The Great Barrier Reef is made up of 2,900 separate reefs and 900 islands. It is unable to recover because there is not enough time between bleaching events.
"We have already seen the first example of back-to-back bleaching — in the consecutive summers of 2016 and 2017," Hughes said, adding that the number of reefs spared from bleaching is shrinking as it becomes more widespread.
He said underwater surveys will be carried out later in the year to assess the extent of damage.
In early March, David Wachenfeld, chief scientist at the Great Barrier Reef Marine Park Authority, said the reef was facing a critical period of heat stress over the coming weeks following the most widespread coral bleaching the natural wonder has ever endured.

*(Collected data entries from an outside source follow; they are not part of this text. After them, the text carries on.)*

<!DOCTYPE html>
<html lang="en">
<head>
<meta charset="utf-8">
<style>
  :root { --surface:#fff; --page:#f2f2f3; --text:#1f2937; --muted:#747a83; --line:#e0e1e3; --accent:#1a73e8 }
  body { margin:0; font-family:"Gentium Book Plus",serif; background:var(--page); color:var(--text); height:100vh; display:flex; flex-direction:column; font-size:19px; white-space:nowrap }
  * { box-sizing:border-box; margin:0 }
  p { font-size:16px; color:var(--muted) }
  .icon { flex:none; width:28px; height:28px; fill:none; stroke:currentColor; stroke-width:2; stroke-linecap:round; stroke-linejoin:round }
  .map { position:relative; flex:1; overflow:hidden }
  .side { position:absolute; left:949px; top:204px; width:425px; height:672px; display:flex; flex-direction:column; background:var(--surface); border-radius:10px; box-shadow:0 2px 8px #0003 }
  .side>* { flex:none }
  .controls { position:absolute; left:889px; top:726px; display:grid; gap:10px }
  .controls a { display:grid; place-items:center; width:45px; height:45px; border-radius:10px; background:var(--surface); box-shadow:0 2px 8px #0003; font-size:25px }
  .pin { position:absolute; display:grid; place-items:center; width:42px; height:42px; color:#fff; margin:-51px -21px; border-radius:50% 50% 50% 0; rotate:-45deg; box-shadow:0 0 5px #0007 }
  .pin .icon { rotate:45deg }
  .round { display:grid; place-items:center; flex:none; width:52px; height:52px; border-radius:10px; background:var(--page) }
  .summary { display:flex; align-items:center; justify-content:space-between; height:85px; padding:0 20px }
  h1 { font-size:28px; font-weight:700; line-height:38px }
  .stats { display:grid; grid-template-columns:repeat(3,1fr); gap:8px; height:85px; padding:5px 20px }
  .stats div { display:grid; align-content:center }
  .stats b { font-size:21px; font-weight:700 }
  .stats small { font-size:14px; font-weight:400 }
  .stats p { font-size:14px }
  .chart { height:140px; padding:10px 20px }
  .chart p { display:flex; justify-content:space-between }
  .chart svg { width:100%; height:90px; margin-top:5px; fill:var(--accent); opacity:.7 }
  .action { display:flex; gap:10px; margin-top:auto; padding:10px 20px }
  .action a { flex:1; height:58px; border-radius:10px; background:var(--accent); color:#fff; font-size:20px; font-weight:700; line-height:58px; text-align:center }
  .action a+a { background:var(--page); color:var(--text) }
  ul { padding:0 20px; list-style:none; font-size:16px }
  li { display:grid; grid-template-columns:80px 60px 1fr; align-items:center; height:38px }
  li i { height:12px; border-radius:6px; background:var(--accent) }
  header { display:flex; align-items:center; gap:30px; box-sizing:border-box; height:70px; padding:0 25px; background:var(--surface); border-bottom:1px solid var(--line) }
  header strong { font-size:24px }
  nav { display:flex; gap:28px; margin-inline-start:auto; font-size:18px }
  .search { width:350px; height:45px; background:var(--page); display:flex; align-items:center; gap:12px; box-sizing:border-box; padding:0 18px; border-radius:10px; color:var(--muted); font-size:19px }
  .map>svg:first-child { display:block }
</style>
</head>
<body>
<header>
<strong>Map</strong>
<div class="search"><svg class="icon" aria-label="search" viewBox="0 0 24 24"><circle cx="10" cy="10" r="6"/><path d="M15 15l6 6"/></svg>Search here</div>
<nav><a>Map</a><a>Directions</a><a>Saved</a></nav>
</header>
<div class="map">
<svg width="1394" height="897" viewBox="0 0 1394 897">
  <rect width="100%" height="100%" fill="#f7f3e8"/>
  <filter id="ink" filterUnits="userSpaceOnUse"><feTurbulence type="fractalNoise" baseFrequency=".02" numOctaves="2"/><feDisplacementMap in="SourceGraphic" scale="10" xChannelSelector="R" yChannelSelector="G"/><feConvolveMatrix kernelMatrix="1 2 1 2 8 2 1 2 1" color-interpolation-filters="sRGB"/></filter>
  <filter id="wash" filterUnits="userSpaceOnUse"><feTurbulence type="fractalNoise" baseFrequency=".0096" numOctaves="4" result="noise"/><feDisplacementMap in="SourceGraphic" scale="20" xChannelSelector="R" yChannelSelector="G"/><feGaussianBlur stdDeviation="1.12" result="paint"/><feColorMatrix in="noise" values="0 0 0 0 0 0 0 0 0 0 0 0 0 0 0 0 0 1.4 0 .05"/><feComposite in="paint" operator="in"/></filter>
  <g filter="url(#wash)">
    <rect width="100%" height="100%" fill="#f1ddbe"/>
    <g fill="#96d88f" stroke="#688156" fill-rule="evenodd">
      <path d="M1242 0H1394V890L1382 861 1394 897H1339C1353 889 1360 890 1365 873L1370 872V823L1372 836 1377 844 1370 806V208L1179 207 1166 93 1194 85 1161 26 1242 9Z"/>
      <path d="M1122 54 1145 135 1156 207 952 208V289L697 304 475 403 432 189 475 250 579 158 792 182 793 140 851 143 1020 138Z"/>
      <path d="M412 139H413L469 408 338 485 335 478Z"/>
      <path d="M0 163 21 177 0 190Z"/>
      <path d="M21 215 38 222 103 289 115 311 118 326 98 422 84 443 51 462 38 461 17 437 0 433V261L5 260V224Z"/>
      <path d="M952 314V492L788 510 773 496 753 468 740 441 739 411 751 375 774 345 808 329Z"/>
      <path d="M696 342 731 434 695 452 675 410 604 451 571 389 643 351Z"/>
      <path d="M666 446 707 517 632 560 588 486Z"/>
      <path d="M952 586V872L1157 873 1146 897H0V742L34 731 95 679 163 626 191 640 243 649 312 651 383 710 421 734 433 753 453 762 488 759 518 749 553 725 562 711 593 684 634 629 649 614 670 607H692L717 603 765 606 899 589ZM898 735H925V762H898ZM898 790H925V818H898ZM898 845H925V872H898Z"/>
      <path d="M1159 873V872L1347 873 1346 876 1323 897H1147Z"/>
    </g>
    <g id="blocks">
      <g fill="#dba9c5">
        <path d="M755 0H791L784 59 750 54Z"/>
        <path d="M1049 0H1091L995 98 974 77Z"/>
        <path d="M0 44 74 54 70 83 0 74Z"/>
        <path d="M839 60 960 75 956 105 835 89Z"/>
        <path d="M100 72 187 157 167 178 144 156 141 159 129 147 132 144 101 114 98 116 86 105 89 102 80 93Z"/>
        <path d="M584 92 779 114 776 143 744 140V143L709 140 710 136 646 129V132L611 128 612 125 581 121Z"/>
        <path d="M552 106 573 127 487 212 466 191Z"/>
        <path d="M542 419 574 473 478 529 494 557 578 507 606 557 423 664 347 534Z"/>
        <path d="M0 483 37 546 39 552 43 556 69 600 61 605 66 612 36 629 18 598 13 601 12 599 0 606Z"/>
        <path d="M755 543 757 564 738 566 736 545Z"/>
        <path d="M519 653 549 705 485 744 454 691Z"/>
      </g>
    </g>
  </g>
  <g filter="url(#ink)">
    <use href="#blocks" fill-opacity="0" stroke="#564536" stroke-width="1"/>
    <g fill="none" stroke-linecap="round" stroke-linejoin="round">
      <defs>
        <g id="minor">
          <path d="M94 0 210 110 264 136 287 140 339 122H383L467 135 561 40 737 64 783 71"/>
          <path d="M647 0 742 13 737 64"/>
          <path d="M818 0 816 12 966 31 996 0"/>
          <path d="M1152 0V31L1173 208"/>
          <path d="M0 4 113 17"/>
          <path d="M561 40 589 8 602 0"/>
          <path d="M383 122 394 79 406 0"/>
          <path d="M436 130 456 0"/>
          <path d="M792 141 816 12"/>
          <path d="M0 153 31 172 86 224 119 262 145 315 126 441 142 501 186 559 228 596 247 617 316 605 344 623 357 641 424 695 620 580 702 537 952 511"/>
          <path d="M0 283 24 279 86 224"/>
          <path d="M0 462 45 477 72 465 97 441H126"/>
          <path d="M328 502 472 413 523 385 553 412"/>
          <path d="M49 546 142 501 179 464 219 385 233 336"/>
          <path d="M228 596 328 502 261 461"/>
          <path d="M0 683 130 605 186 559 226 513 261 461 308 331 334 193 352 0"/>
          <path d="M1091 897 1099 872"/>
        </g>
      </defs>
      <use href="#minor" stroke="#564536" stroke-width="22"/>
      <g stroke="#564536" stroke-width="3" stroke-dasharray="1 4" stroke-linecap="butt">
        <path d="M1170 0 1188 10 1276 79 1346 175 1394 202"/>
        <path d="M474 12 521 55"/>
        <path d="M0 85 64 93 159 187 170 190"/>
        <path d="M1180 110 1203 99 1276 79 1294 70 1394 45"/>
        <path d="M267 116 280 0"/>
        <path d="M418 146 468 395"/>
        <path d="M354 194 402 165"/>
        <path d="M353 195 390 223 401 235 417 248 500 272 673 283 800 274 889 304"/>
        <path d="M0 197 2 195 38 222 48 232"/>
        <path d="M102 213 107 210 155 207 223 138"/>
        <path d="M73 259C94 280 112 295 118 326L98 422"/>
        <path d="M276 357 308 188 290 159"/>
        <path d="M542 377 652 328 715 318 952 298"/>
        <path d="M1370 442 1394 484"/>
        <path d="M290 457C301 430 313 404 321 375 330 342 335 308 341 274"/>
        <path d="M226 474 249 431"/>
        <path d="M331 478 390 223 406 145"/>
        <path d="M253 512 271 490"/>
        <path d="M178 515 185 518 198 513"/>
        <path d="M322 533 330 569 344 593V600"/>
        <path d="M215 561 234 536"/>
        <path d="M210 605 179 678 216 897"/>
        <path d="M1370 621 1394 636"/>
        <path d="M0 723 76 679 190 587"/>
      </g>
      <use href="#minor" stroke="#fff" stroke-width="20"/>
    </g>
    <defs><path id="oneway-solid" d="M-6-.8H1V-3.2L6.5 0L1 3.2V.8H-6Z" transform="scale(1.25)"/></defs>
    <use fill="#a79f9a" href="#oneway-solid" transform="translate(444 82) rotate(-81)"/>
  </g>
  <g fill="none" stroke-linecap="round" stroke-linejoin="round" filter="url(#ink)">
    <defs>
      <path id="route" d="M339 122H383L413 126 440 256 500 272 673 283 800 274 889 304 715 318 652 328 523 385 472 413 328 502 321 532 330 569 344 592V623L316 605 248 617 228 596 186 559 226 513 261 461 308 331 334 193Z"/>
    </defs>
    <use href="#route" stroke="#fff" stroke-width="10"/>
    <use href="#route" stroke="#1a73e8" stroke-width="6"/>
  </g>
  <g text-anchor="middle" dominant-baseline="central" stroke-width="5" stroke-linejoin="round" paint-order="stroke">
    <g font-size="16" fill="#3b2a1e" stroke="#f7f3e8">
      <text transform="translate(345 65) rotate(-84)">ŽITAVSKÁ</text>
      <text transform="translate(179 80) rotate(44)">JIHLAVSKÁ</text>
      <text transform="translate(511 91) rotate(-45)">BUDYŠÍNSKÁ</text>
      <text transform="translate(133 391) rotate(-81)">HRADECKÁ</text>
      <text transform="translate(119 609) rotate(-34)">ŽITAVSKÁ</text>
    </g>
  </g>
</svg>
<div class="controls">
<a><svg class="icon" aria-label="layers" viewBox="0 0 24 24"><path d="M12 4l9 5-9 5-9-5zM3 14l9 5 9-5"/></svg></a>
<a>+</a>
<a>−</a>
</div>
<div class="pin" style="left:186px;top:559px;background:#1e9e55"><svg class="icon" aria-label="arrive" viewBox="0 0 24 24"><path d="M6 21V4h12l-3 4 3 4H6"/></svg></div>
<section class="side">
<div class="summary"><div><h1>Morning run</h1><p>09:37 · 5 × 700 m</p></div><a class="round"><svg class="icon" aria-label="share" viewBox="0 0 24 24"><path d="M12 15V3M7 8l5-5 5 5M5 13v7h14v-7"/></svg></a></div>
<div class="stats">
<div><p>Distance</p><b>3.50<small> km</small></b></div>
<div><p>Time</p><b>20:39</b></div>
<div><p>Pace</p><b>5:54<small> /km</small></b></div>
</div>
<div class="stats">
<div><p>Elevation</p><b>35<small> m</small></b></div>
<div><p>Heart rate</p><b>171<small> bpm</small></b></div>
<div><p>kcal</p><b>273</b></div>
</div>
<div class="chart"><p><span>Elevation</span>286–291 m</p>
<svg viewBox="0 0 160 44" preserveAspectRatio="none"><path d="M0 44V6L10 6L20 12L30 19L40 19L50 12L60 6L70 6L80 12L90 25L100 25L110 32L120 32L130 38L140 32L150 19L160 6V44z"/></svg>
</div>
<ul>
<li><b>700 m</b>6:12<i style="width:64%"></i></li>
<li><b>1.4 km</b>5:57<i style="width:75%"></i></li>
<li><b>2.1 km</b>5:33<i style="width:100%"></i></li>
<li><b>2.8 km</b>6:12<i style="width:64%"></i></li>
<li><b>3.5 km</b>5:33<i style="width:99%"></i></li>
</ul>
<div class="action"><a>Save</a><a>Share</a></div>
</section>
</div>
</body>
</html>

The authority, the government agency that manages the coral expanse off northeast Australia, said ocean temperatures over the next month would be crucial to how the reef recovers from heat-induced bleaching.
"The forecasts ... indicate that we can expect ongoing levels of thermal stress for at least the next two weeks and maybe three or four weeks," Wachenfeld said in a weekly update on the reef's health.
"So this still is a critical time for the reef and it is the weather conditions over the next two to four weeks that will determine the final outcome," he said.
Ocean temperatures across most of the reef were 0.5 to 1.5 degrees Celsius (0.9 to 2.7 degrees Fahrenheit) above the March average.
In parts of the marine park in the south close to shore that avoided the ravages of previous bleachings, ocean temperatures were 2 to 3 degrees Celsius (3.6 to 5.4 degrees Fahrenheit) above average.
The authority had received 250 reports of sightings of bleached coral due to elevated ocean temperatures during an unusually hot February.
The 345,400-square kilometer (133,360-square mile) World Heritage-listed colorful coral network has been devastated by four coral bleaching events since 1998. The most deadly were the most recent, in those consecutive summers of 2016 and 2017.